▶ _YOUR TASK_: Return the lines of the data below in which the string "Aleja" occurs.
+++ AVAILABLE RECORDS +++
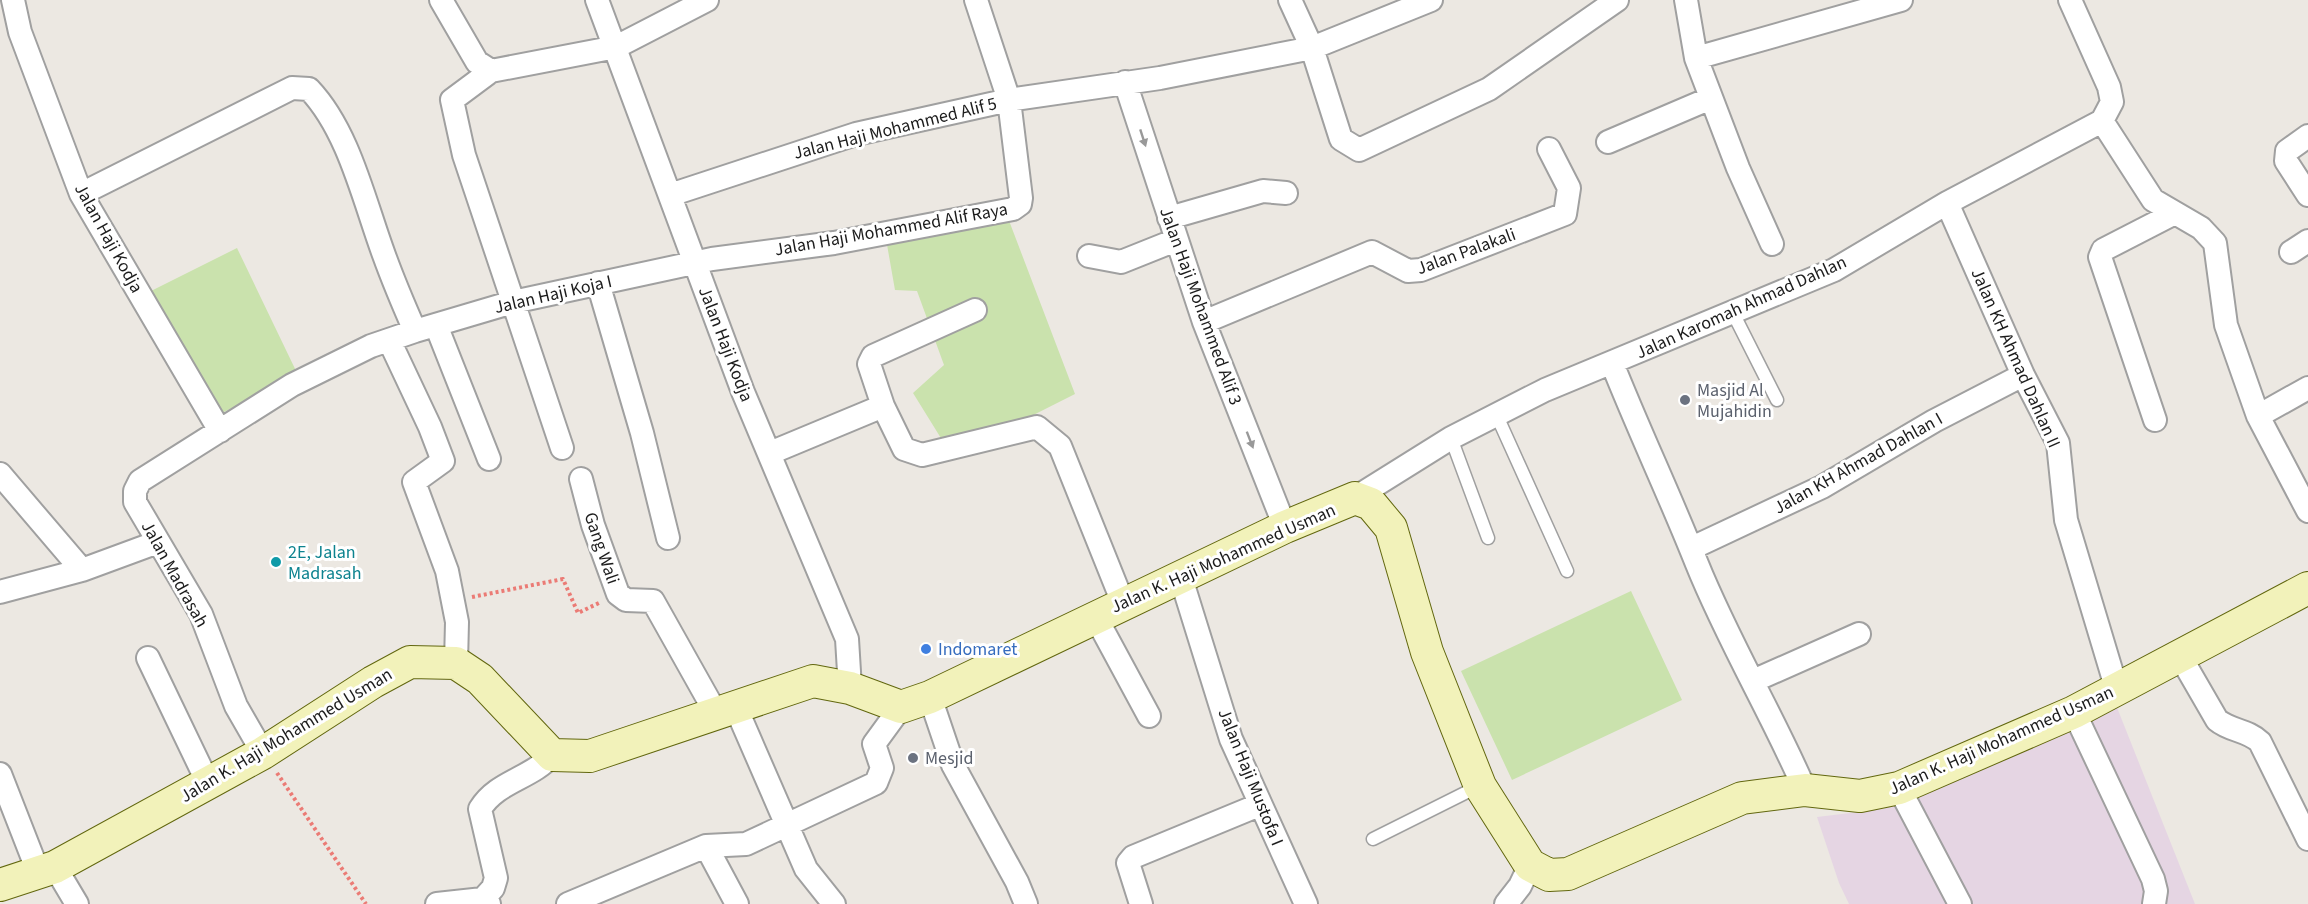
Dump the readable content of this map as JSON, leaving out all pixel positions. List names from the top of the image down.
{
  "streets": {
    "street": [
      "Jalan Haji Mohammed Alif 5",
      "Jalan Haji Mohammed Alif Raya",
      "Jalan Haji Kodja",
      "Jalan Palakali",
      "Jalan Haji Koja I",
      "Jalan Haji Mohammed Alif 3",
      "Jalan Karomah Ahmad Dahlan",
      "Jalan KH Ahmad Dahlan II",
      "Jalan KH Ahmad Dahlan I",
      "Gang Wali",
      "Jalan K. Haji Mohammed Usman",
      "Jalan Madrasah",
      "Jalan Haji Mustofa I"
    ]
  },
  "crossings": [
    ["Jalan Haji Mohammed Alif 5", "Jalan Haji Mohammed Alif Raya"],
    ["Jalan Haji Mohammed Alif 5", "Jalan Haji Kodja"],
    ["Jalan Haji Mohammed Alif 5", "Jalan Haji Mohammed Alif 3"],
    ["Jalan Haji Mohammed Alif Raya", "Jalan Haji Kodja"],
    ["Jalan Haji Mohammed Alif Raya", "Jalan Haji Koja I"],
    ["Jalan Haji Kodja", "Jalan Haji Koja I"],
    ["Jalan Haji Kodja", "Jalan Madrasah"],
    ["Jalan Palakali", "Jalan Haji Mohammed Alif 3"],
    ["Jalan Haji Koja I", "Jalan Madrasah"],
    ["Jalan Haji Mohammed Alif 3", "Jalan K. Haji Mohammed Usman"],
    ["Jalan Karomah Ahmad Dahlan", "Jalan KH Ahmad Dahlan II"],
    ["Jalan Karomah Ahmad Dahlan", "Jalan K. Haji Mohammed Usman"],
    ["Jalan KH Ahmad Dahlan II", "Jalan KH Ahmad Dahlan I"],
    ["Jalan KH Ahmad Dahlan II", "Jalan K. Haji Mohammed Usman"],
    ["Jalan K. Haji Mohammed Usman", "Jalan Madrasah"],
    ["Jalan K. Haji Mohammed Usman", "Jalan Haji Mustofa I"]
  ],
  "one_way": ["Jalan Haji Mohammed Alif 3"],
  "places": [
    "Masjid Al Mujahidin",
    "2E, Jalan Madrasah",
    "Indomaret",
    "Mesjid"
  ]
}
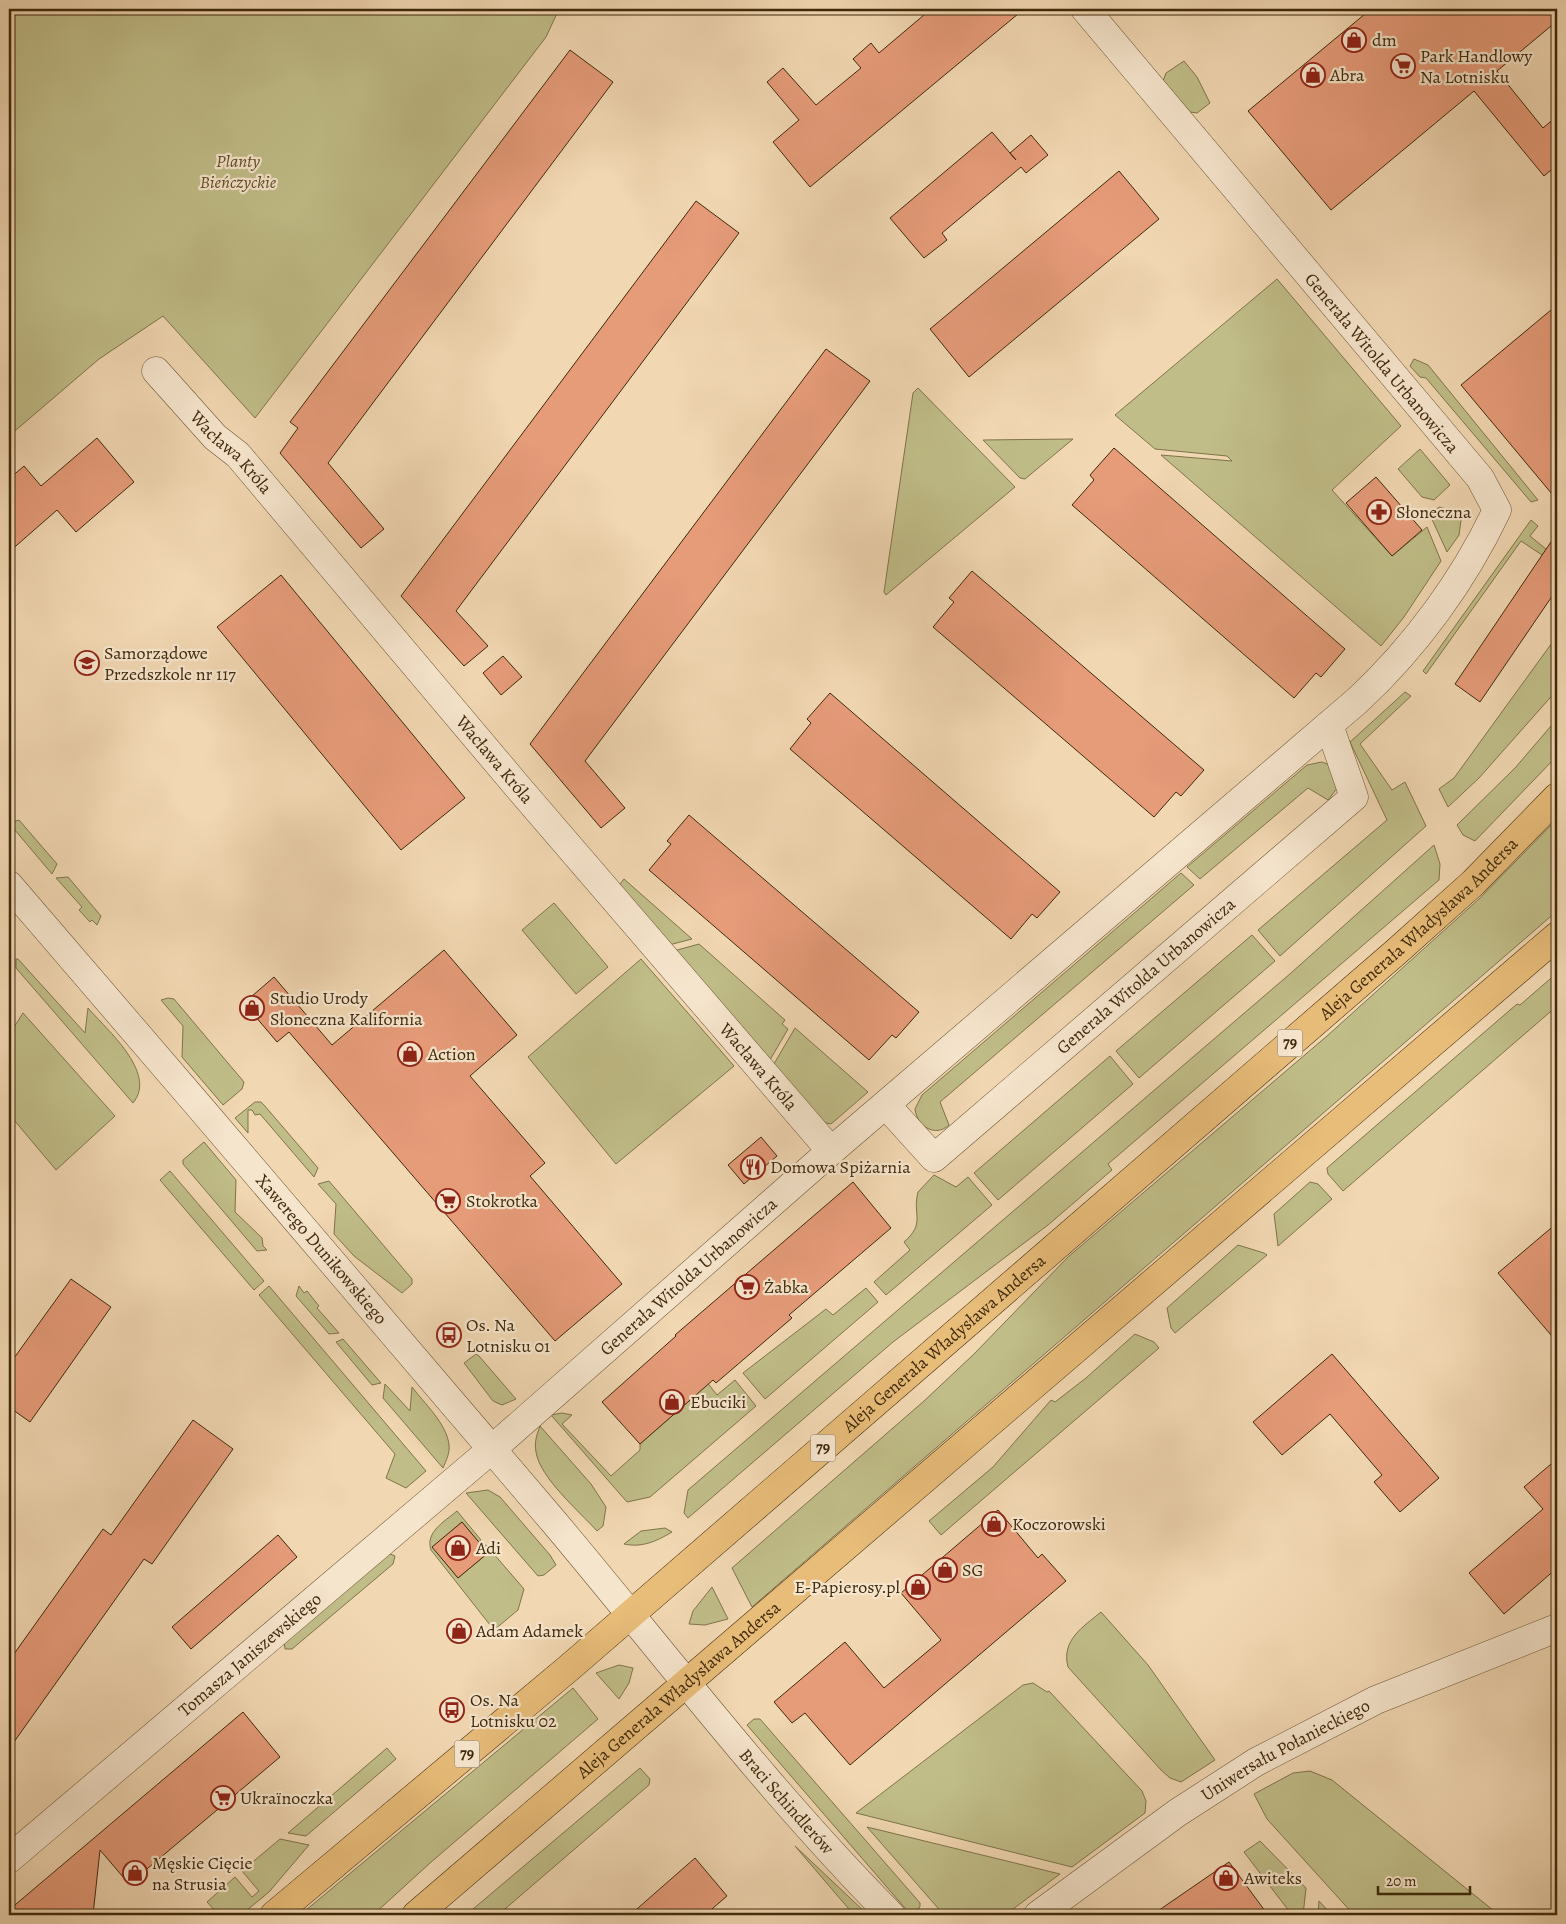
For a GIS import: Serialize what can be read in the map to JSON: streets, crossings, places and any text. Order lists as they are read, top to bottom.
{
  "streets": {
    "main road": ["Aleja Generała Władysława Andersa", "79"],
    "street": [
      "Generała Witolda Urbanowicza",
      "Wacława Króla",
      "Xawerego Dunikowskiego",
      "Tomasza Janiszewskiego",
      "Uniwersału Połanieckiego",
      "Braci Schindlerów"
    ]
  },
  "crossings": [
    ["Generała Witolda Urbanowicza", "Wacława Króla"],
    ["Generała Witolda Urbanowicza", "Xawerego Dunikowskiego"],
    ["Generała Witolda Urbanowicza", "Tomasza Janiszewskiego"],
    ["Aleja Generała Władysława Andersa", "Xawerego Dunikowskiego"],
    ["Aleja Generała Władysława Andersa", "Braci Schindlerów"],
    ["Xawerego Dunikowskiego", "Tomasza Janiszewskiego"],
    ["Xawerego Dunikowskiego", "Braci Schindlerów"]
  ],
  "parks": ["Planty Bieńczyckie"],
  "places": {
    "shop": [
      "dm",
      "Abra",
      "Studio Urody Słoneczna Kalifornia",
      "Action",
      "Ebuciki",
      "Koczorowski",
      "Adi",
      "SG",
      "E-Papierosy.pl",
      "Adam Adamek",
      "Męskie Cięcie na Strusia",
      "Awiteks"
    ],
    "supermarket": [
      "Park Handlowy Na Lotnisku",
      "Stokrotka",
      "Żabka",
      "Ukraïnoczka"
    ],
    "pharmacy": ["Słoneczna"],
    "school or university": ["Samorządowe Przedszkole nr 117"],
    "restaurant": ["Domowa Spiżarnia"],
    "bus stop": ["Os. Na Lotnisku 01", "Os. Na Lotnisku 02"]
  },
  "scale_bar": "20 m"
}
+++
▶ _SOLUTION TO THIS PROBLEM_:
    "main road": ["Aleja Generała Władysława Andersa", "79"],
    ["Aleja Generała Władysława Andersa", "Xawerego Dunikowskiego"],
    ["Aleja Generała Władysława Andersa", "Braci Schindlerów"],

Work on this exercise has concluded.